#### Assignment
Using the material below, print the line that contains "flex:none; width:22px; height:22px;", the line that contains "position:absolute; translate:-50% -34px;", and every line in between, exactly and nothing else.

#### Recorded data
:::::

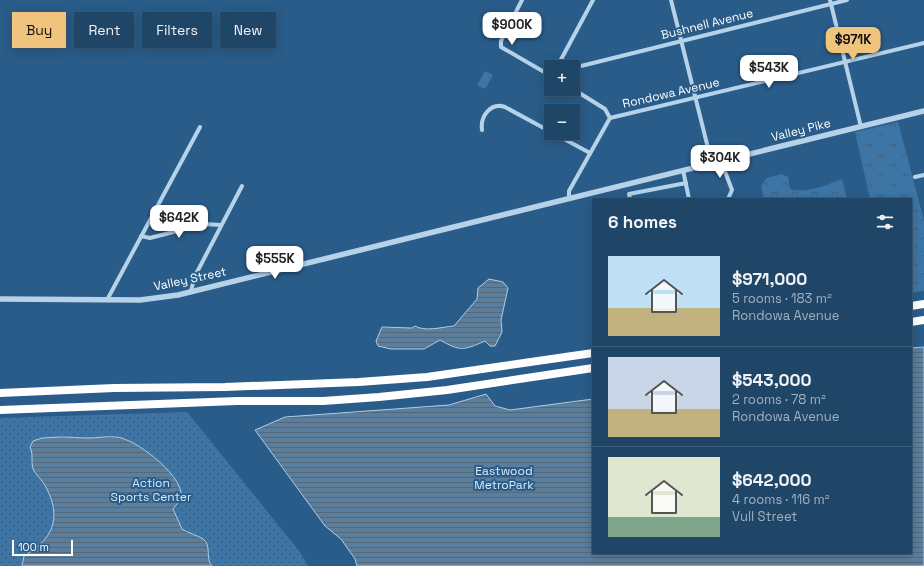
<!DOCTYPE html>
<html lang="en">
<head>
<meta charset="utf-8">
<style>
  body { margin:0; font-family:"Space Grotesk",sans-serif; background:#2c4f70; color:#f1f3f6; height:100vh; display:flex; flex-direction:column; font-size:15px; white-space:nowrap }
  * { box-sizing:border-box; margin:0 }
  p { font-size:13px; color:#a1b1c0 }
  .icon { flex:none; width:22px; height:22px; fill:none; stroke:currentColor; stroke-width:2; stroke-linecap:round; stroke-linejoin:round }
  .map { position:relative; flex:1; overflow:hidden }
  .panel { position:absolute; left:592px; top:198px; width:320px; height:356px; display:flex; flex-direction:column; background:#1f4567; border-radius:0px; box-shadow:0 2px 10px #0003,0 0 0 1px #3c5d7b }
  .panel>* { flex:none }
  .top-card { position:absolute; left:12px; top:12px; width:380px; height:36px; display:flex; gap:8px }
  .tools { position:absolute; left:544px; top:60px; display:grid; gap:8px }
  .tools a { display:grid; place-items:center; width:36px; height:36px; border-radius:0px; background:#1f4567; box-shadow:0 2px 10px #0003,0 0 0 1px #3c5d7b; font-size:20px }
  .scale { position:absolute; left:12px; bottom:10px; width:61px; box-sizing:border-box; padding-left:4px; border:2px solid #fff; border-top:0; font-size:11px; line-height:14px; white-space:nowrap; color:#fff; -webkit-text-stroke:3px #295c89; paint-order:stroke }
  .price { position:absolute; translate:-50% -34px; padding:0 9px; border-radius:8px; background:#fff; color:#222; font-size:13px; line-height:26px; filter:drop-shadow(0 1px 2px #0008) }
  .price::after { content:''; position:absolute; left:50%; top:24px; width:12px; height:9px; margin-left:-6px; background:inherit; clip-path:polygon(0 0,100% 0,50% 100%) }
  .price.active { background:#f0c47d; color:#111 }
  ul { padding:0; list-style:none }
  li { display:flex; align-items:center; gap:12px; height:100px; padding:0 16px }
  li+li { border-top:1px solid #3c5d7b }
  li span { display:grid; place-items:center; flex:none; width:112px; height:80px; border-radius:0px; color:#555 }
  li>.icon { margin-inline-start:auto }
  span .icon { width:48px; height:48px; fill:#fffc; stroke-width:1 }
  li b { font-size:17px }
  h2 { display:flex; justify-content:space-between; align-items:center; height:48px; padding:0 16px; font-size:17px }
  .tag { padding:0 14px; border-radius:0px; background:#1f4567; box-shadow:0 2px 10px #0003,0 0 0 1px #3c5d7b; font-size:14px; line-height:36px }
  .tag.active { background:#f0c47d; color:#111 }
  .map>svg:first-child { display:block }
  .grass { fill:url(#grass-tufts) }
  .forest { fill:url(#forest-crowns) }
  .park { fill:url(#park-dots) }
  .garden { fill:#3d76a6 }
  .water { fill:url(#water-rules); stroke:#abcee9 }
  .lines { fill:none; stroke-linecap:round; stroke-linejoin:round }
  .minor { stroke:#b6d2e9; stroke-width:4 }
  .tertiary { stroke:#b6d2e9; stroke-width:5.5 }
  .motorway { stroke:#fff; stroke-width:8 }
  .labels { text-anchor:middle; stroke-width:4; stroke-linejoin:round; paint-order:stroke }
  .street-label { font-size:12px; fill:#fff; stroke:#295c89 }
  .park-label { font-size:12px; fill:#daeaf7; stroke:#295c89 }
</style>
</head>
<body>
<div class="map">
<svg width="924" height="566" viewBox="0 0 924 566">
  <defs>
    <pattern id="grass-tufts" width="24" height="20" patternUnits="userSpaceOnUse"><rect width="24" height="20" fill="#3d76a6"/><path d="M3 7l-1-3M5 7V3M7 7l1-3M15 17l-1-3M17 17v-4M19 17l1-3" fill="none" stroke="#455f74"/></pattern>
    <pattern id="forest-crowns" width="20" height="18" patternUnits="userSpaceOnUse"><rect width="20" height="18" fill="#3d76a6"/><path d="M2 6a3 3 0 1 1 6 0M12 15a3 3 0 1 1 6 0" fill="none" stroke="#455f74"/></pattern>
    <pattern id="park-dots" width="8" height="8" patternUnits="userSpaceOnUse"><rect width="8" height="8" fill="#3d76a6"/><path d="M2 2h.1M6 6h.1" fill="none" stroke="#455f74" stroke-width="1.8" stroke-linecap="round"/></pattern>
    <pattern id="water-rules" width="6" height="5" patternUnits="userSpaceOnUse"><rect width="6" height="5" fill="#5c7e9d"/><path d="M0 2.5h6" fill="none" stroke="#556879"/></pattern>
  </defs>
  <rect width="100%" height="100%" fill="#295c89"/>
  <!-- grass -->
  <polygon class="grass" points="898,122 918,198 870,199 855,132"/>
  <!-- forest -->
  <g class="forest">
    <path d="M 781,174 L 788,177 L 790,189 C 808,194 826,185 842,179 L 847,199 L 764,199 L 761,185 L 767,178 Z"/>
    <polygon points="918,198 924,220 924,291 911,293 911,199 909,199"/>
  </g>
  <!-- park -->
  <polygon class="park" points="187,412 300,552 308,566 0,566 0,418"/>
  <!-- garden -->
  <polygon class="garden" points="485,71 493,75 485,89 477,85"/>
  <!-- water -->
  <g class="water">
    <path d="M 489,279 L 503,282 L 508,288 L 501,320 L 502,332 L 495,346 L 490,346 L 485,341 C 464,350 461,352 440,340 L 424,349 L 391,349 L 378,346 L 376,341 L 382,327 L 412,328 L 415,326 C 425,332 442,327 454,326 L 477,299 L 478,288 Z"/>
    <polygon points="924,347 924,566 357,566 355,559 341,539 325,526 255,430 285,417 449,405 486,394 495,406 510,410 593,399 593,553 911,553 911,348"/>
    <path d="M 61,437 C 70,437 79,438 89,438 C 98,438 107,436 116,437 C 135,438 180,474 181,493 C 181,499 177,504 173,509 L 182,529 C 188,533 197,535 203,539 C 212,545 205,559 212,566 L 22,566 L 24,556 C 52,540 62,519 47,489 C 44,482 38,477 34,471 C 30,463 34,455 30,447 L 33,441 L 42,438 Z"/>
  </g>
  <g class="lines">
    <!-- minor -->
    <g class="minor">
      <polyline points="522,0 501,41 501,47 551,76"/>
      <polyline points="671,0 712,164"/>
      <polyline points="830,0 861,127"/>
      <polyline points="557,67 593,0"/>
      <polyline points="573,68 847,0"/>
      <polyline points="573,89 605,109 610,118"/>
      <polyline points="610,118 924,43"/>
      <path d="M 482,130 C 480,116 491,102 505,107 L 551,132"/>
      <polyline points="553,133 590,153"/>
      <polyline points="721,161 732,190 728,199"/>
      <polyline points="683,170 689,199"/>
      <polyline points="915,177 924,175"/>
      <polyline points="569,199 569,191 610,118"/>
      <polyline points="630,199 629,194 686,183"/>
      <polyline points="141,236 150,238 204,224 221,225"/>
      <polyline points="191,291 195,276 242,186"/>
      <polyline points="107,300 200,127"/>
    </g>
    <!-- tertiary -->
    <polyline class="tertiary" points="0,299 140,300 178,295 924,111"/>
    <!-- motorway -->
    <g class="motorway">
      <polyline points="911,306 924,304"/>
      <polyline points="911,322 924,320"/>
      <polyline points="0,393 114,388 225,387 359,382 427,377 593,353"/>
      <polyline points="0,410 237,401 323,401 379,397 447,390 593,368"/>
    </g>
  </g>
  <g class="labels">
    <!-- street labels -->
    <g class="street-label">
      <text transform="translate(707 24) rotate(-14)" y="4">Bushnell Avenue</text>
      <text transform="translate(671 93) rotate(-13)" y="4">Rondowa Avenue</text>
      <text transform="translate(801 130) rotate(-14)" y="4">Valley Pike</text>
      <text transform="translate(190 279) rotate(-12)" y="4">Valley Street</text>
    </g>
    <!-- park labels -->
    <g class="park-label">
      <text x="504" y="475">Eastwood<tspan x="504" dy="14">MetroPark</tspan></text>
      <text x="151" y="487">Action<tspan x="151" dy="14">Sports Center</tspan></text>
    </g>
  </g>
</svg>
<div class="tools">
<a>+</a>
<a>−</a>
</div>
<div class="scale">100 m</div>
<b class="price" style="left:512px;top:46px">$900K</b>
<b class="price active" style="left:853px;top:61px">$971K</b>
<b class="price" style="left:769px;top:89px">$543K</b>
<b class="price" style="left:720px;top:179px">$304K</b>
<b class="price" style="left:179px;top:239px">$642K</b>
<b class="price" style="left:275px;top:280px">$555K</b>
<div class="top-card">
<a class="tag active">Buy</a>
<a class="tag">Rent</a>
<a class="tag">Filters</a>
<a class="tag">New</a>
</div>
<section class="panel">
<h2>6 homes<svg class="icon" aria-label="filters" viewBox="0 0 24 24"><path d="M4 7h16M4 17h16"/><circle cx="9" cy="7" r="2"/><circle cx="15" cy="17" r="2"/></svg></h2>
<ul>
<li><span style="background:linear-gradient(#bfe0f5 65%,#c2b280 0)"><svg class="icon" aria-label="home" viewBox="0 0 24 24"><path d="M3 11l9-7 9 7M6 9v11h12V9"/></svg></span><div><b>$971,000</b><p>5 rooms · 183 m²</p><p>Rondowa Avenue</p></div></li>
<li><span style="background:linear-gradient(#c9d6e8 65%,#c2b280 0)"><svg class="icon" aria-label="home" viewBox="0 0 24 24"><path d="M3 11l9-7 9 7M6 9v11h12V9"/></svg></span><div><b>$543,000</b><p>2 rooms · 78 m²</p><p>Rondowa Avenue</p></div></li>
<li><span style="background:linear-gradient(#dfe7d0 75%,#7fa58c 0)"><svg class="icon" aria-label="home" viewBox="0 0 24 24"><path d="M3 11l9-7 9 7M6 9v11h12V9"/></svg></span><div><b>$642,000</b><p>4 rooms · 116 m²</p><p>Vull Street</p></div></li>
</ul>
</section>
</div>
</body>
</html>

:::::

#### Written answer
  .icon { flex:none; width:22px; height:22px; fill:none; stroke:currentColor; stroke-width:2; stroke-linecap:round; stroke-linejoin:round }
  .map { position:relative; flex:1; overflow:hidden }
  .panel { position:absolute; left:592px; top:198px; width:320px; height:356px; display:flex; flex-direction:column; background:#1f4567; border-radius:0px; box-shadow:0 2px 10px #0003,0 0 0 1px #3c5d7b }
  .panel>* { flex:none }
  .top-card { position:absolute; left:12px; top:12px; width:380px; height:36px; display:flex; gap:8px }
  .tools { position:absolute; left:544px; top:60px; display:grid; gap:8px }
  .tools a { display:grid; place-items:center; width:36px; height:36px; border-radius:0px; background:#1f4567; box-shadow:0 2px 10px #0003,0 0 0 1px #3c5d7b; font-size:20px }
  .scale { position:absolute; left:12px; bottom:10px; width:61px; box-sizing:border-box; padding-left:4px; border:2px solid #fff; border-top:0; font-size:11px; line-height:14px; white-space:nowrap; color:#fff; -webkit-text-stroke:3px #295c89; paint-order:stroke }
  .price { position:absolute; translate:-50% -34px; padding:0 9px; border-radius:8px; background:#fff; color:#222; font-size:13px; line-height:26px; filter:drop-shadow(0 1px 2px #0008) }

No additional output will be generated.